HHS Office of Civil Rights (OCR) regulators have promised to provide new guidance in the near future for the de-identification of health data in response to a Congressional mandate to do so. HHS OCR regulators should consider whether it is appropriate for de-identified data to fall entirely outside of the purview of the Privacy Rule, or whether, like the so called “Limited Data Sets” (LDSs), which have been stripped of 16 types of direct identifiers, de-identified data should be subject to certain terms in required Data Use Agreements (DUAs) or subject to direct HHS mandates for use conditions. Effective parallels to the LDS DUA can be carefully constructed to provide assurances which help to further limit re-identification concerns, but which also impose little unnecessary burden on appropriate uses of de-identified data.

Several recommended best practices for the use of de-identified data that should be considered by regulators as possible mandatory de-identified data use conditions include:

  1. Prohibiting of the re-identification, or attempted re-identification, of individuals and their relatives, family or household members. We should establish civil and criminal penalties for unauthorized re-identification of de-identified data (and for limited data sets). A carefully designed prohibition on re-identification attempts could still allow re-identification research approved by Institutional Review Boards (IRBs) to be conducted, but would ban re-identification attempts conducted without essential human subjects research protections.
  2. Requiring parties who wish to link new data elements (which might increase re-identification risks) with data de-identified under the Statistical De-identification provision of the Privacy Rule to confirm that the data remains de-identified.
  3. Specifying that HIPAA de-identification status would expire if, at any time, the data contains data elements specified within an evolving Safe Harbor list. The Safe Harbor list should be periodically updated by HHS to include any new “quasi-identifiers” for which population registries of sufficient completeness and accuracy might be reasonably constructed.
  4. Formally specifying that for statistically de-identified data, anticipated data recipients must always comply with specified time limits, data use restrictions, qualifications or conditions set forth in the statistical de-identification determination associated with the data.
  5. Requiring those holding and using de-identified data to implement and maintain appropriate data security and privacy policies, procedures and associated physical, technical and administrative safeguards as needed to assure that this data is: (a) accessed only by personnel or parties who have agreed to abide by the foregoing conditions, and (b) will remain de-identified in accordance with HIPAA de-identification provisions.
  6. Requiring those transferring de-identified data to third parties to enter into data use agreements which would oblige those receiving the data to also hold to the conditions list here, thus maintaining an important “chain-of-trust” data stewardship principal accompanying de-identified data throughout its uses.

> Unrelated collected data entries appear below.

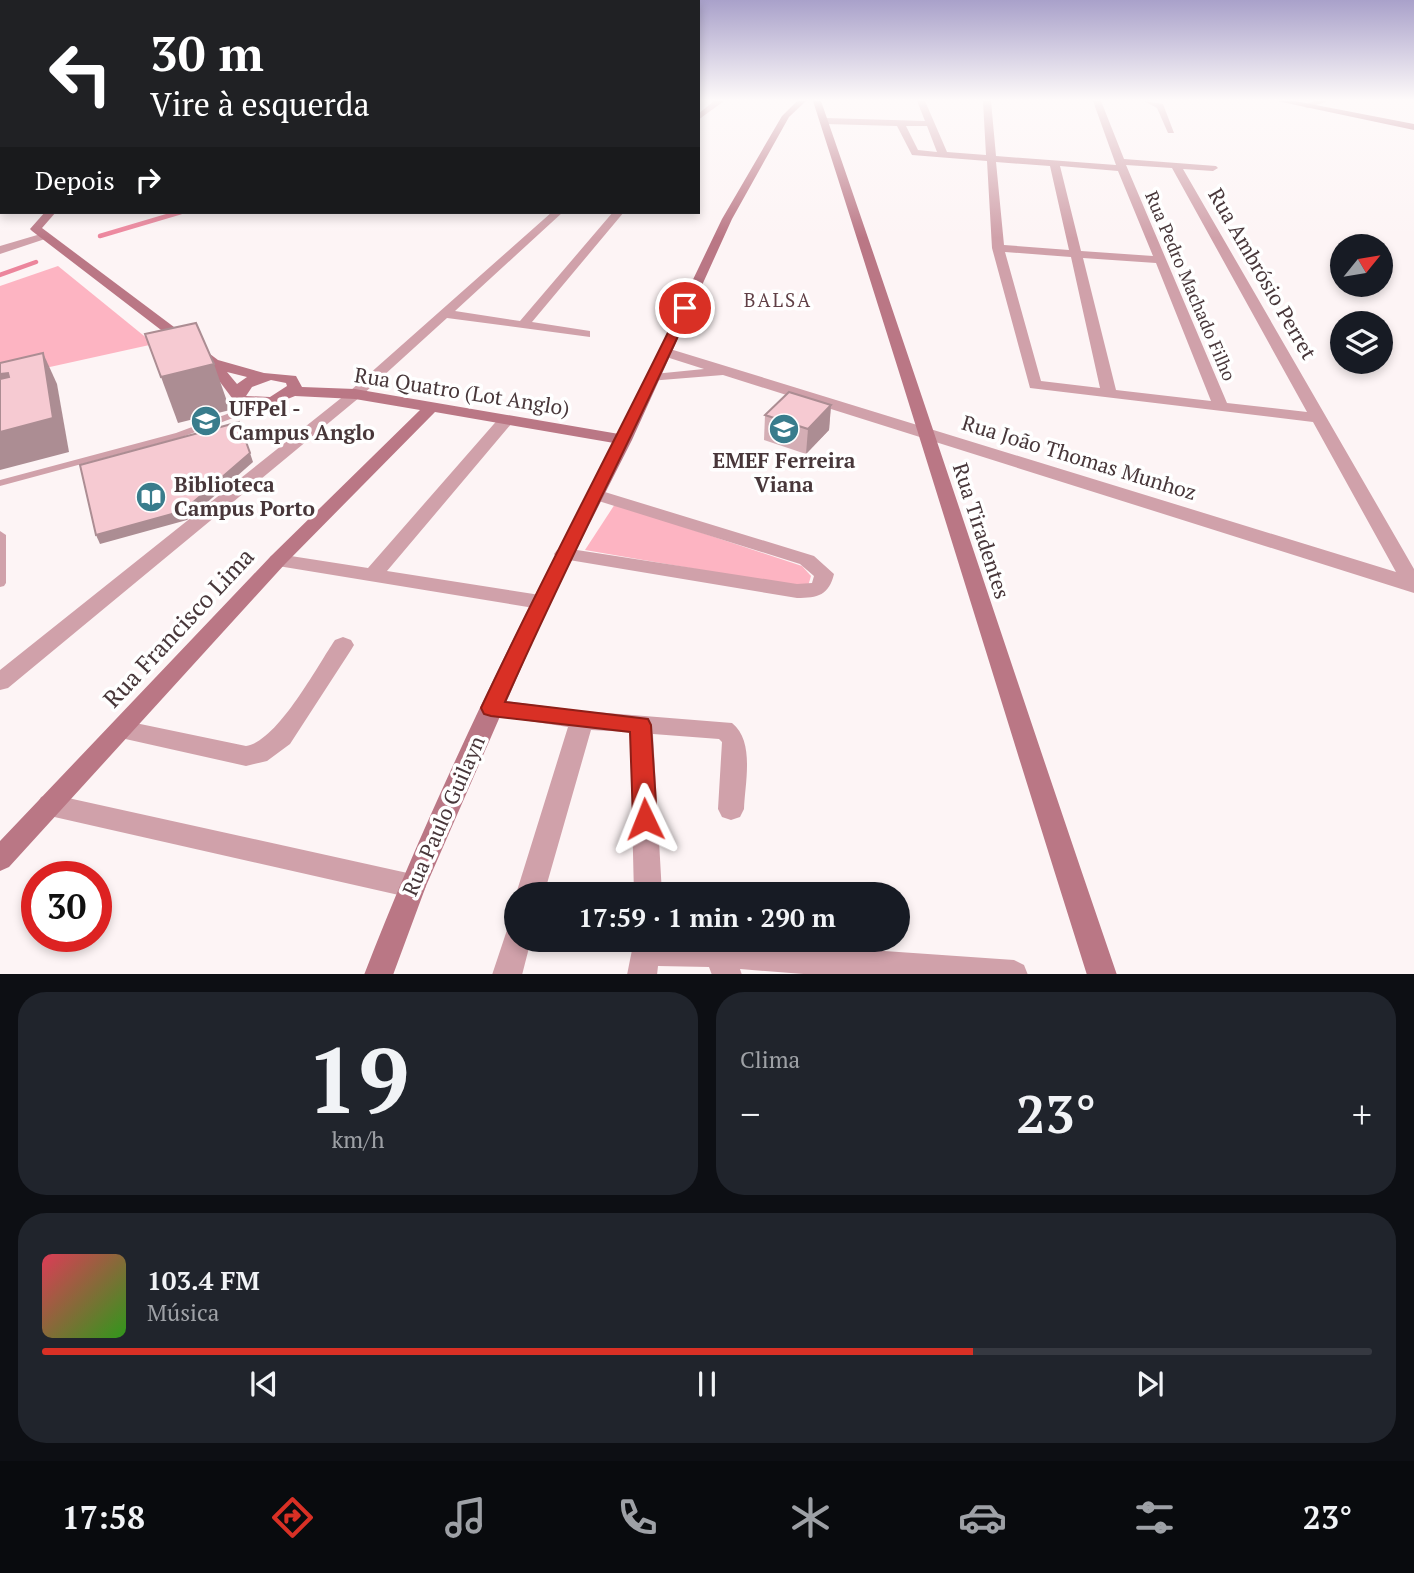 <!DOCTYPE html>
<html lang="pt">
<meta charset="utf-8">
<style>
body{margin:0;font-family:"PT Serif",serif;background:#20242c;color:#f1f3f6;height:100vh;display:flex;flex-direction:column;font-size:26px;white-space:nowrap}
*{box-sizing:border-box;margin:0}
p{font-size:23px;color:#9ea1a6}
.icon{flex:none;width:38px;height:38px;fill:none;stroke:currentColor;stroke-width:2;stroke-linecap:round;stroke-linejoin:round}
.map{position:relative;height:974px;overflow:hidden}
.details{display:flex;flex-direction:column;gap:18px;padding:18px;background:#0d0f14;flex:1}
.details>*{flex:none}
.banner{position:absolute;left:0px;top:0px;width:700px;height:214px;box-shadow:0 4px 10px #0003;background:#202124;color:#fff;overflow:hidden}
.needle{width:46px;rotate:60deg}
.tools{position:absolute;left:1330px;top:234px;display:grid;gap:14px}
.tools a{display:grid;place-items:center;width:63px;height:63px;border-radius:50%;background:#171b24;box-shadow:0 4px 10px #0003;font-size:35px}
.speed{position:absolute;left:21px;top:861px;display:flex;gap:14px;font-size:35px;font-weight:700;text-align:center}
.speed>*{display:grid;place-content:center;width:91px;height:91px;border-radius:50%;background:#171b24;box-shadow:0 4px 10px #0003;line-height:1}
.speed .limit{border:10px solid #d22;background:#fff;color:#111}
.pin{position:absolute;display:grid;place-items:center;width:60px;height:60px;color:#fff;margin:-30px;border:4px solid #fff;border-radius:50%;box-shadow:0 2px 7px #0007}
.me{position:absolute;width:77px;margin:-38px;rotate:358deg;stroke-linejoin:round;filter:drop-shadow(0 0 5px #0008)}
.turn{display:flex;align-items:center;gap:24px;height:147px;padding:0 35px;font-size:32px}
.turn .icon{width:91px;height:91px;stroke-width:2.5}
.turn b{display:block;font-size:49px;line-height:60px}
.then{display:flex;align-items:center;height:66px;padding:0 35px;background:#0003;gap:14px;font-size:26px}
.big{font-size:52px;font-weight:700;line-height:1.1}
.details .tile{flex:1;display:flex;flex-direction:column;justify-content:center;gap:10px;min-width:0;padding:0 24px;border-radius:28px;background:#20242c}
.details .dial{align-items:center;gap:0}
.dial b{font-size:91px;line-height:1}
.song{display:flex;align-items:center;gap:21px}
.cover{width:84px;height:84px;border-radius:10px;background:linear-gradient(135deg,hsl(350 70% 55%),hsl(110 70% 35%))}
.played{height:7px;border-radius:4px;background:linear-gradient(90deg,#d93025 70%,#363941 70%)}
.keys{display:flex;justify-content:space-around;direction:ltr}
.heat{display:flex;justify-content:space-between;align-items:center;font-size:38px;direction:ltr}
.details .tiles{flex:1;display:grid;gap:18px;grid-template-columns:1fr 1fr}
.tile:last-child{grid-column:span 2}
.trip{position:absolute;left:504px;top:882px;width:406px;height:70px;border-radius:35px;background:#171b24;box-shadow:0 4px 10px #0003;font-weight:700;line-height:70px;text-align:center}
.menu{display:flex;height:112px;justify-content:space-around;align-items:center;background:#090b0e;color:#9ea1a6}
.menu .icon{width:49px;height:49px}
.menu .on{color:#d93025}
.menu b{font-size:32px;color:#f1f3f6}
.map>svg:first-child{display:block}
.green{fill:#fdb4c2}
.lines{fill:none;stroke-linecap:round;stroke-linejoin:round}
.stream{stroke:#ec859c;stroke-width:4.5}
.lane{fill:#d0a1aa;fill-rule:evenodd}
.street{fill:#d0a1aa;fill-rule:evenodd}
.secondary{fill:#ba7785;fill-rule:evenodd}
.wall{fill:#d4aeb5}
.shaded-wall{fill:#ac8d93}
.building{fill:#f6cad2;stroke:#ac8d93;stroke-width:2}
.route{fill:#d93025;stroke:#8d1f18;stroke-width:2}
.labels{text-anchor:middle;stroke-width:7;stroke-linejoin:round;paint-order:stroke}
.far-street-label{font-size:18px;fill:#48373a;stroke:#fff}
.far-neighbourhood-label{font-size:19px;letter-spacing:2px;fill:#603f45;stroke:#fff}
.street-label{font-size:21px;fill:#48373a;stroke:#fff}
.poi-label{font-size:21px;font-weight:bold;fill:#48373a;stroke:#fff;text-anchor:start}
.near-street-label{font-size:24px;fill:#48373a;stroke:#fff}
</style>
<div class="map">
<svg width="1414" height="975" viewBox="0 0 1414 975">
<rect width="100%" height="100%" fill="#fdf4f5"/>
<!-- green -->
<g class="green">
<polygon points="58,266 154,344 0,378 0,286"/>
<polygon points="615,504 802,566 811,576 808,586 789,585 585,550"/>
</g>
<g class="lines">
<!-- stream -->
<g class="stream">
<polyline points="100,236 181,212"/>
<polyline points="0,275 36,262"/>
</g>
<!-- lane -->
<g class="lane">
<polygon points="252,400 257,403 255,405 233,418 182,437 0,486 0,480 176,433 227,414"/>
<polygon points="0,531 6,535 6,583 4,586 0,587"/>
</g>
<!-- street -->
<g class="street">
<polygon points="714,101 724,101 698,120 698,114"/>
<path d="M917 101H925L947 152 986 155 983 101H991L996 156 1116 165 1093 101H1101L1124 159 1216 166 1218 168 1213 171 1183 169 1414 569V593L723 375 649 381 647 378 654 374 704 369 660 355 658 352 660 349H670L1396 572 1313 422 1030 388 992 248 987 161 912 155 897 126 826 124 822 121 826 118 925 121ZM906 126H927L937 152 918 150ZM996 162 1050 166 1069 250 1004 245ZM1126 165 1172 168 1307 412 1227 403ZM1060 166 1118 171 1153 256 1081 251ZM1005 252 1071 257 1100 388 1041 381ZM1083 258 1156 263 1211 401 1116 390Z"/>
<polygon points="1144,101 1163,104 1174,133 1168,133 1157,108"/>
<polygon points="1314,101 1328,101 1307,108 1303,106"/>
<rect x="0" y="141" width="2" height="6"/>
<polygon points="552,212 563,212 455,311 520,321 613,212 624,212 532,322 590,331 590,337 447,318 360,397 8,688 0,690 0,670 350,391"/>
<polygon points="44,233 50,236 48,238 0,254 0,246"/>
<polygon points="506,415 512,417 514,420 512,423 387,571 540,595 547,597 550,602 547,607 540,609 278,566 271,564 268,560 271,556 278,554 368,568 500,417"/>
<path d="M595 489 814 556 834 574C829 595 818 598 797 598L557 558 554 554 557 550 564 548 797 584 812 583 814 576 800 564 589 498 586 494Z"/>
<path d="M343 637 351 640 354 645 351 650 290 744 267 761 246 766 121 738 113 735 109 729 113 723 121 720 246 746C278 741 317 666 335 640Z"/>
<path d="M491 699 582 711 732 723C755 741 745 783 744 809L740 817 731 820 722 817 718 809 722 742 719 739 653 734 662 894H634L630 732 591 730 544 894H516L568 727 483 714 480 708 483 702Z"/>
<polygon points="50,794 412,874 422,877 426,886 422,895 412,898 50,816 41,813 37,805 41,797"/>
<polygon points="516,927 516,940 531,940 522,975 492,975 507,930"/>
<polygon points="634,940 727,940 1014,960 1024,965 1028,975 816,975 740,969 742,975 712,975 709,967 658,966 657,975 627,975"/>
</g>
<!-- secondary -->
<g class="secondary">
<path d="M797 101H806L789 117 732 219 632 440 550 602 426 886 393 975H364C435 792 522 616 614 443L435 412 285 564 9 867 0 871V841L271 556 420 410 355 399 295 396 270 406 255 407 235 402 208 366 32 231 30 229 45 212H56L42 228 218 360 264 373 296 376 302 387 355 389 619 434 722 219 782 116ZM227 372 247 377 237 384ZM271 380 286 383 287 386 270 397 246 396 252 387Z"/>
<path d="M813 101H821C922 392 1017 684 1117 975H1087C995 684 907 392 813 101Z"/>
<polygon points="1277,101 1295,101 1414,124 1414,130"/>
<rect x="0" y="197" width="2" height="6"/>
</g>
</g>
<!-- wall -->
<polygon class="wall" points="831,405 829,430 806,454 764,440 765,415"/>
<!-- shaded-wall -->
<g class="shaded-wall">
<polygon points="43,353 57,384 69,452 0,470 0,432"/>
<polygon points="214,364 230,410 178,423 161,377"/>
<polygon points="8,373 23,405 0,398 0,374"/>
<polygon points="831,405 829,430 806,454 808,429"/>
<polygon points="250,453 253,462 187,520 100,544 96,535"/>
</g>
<!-- building -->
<g class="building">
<polygon points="196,323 214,364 161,377 145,334"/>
<polygon points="43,353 53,418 0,432 0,379 9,377 8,373 0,374 0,363"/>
<polygon points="789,392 831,405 808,429 765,415"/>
<polygon points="239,422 250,453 183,511 96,535 80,465"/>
</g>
<!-- sky -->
<linearGradient id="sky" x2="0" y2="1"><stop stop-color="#a9a1ca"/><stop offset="0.42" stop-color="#fefafa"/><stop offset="1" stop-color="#fefafa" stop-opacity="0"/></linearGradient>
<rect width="1414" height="238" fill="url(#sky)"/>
<!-- route -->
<path class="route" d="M685 304 691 308C631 440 564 569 505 702L648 719 651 725 657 819 653 826 645 829 637 826 633 819 630 732 491 716 484 714 481 708C544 573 615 442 680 308Z"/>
<!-- icons -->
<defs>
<g id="university-disc" transform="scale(1.575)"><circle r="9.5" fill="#397c8c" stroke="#fff"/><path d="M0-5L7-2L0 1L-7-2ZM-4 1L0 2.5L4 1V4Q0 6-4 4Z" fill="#fff"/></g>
<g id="school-disc" transform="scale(1.575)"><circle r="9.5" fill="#397c8c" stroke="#fff"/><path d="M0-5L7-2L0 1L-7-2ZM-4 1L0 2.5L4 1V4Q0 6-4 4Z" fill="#fff"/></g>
<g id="library-disc" transform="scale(1.575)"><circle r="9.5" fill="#397c8c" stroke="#fff"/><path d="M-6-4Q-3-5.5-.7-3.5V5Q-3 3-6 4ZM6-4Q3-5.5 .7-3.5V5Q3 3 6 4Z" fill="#fff"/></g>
</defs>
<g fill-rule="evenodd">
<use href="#university-disc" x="206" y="421"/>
<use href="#school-disc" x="784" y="429"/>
<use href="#library-disc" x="151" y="497"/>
</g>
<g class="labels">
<!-- far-street labels -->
<g class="far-street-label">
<text transform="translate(1190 286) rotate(67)" y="6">Rua Pedro Machado Filho</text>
</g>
<!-- far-neighbourhood labels -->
<g class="far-neighbourhood-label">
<text x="778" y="307">BALSA</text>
</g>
<!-- street labels -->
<g class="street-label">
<text transform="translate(1262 274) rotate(60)" y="7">Rua Ambrósio Perret</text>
<text transform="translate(462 392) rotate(9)" y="7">Rua Quatro (Lot Anglo)</text>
<text transform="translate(1079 458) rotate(17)" y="7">Rua João Thomas Munhoz</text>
<text transform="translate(981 531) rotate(72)" y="7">Rua Tiradentes</text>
<text transform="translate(444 816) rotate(-66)" y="7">Rua Paulo Guilayn</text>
</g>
<!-- poi labels -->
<g class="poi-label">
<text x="229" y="416">UFPel -<tspan x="229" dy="24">Campus Anglo</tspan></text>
<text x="784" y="468" text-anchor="middle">EMEF Ferreira<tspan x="784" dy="24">Viana</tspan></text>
<text x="174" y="492">Biblioteca<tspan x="174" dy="24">Campus Porto</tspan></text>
</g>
<!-- near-street labels -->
<g class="near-street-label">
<text transform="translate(179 628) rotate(-47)" y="8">Rua Francisco Lima</text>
</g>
</g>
</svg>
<div class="tools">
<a><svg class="needle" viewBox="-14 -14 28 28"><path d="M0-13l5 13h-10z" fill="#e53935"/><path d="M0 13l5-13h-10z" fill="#9ea1a6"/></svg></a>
<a><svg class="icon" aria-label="layers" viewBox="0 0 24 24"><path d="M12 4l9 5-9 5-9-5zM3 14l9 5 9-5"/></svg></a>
</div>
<div class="speed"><div class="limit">30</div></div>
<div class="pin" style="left:685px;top:308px;background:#d93025"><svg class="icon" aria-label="arrive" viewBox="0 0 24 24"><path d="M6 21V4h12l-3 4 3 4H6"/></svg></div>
<svg class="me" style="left:645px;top:819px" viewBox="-20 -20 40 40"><path d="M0-17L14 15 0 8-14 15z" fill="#d93025" stroke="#fff" stroke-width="4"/></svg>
<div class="trip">17:59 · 1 min · 290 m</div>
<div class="banner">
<div class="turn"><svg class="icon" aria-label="left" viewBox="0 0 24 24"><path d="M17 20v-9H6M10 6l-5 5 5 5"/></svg><div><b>30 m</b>Vire à esquerda</div></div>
<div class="then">Depois<svg class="icon" aria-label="right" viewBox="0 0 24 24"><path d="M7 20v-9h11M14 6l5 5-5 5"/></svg></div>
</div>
</div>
<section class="details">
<div class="tiles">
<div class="tile dial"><b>19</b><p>km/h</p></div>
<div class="tile"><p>Clima</p>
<div class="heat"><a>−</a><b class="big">23°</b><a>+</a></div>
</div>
<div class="tile">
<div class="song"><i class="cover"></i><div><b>103.4 FM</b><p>Música</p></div></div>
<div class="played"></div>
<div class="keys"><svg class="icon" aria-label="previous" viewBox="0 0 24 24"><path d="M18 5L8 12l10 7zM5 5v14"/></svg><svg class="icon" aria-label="pause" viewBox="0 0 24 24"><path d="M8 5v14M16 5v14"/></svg><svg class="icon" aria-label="next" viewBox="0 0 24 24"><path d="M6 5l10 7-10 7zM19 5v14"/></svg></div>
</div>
</div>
</section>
<nav class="menu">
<b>17:58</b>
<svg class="icon on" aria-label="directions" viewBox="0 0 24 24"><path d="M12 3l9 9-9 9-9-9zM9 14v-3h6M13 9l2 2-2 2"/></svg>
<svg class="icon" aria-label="music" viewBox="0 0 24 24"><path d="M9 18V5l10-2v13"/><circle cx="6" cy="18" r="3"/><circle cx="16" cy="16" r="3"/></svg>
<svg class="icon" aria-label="phone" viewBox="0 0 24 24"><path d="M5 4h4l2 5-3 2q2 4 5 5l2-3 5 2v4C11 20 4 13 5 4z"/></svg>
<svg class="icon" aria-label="climate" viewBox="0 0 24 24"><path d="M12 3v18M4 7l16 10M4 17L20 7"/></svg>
<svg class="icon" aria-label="car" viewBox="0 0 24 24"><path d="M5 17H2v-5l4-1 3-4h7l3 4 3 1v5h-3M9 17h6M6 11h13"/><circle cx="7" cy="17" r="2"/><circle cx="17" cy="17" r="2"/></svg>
<svg class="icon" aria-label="filters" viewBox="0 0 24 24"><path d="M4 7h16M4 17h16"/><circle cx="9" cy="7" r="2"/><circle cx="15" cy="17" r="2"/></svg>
<b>23°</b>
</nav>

Data use requirements of the sort suggested above would impose only modest impositions on the use of de-identified data and would help to provide recourse for actions against data intruders and parties who have not properly managed those very small re-identification risks that might still be associated with de-identified data.


William Weld’s 1997 “re-identification” had an important impact on improving healthcare privacy because it led to regulations that help to importantly protect patients from re-identification risks. But the Weld saga does not reflect the privacy risks that exist under the HIPAA Privacy rules today. We should not let today’s de minimus re-identification risks cause us to abandon our use of de-identified to protect privacy, save lives and continue to improve our healthcare system.

Hopefully, HHS regulators issuing impending de-identification guidance and considering the role of de-identified data for the NwHIN will correctly recognize that substantive protections for de-identification have already been importantly achieved and will carefully balance the substantial societal benefits that result from our ability to conduct analyses, innovate, and improve our healthcare systems using de-identified health data.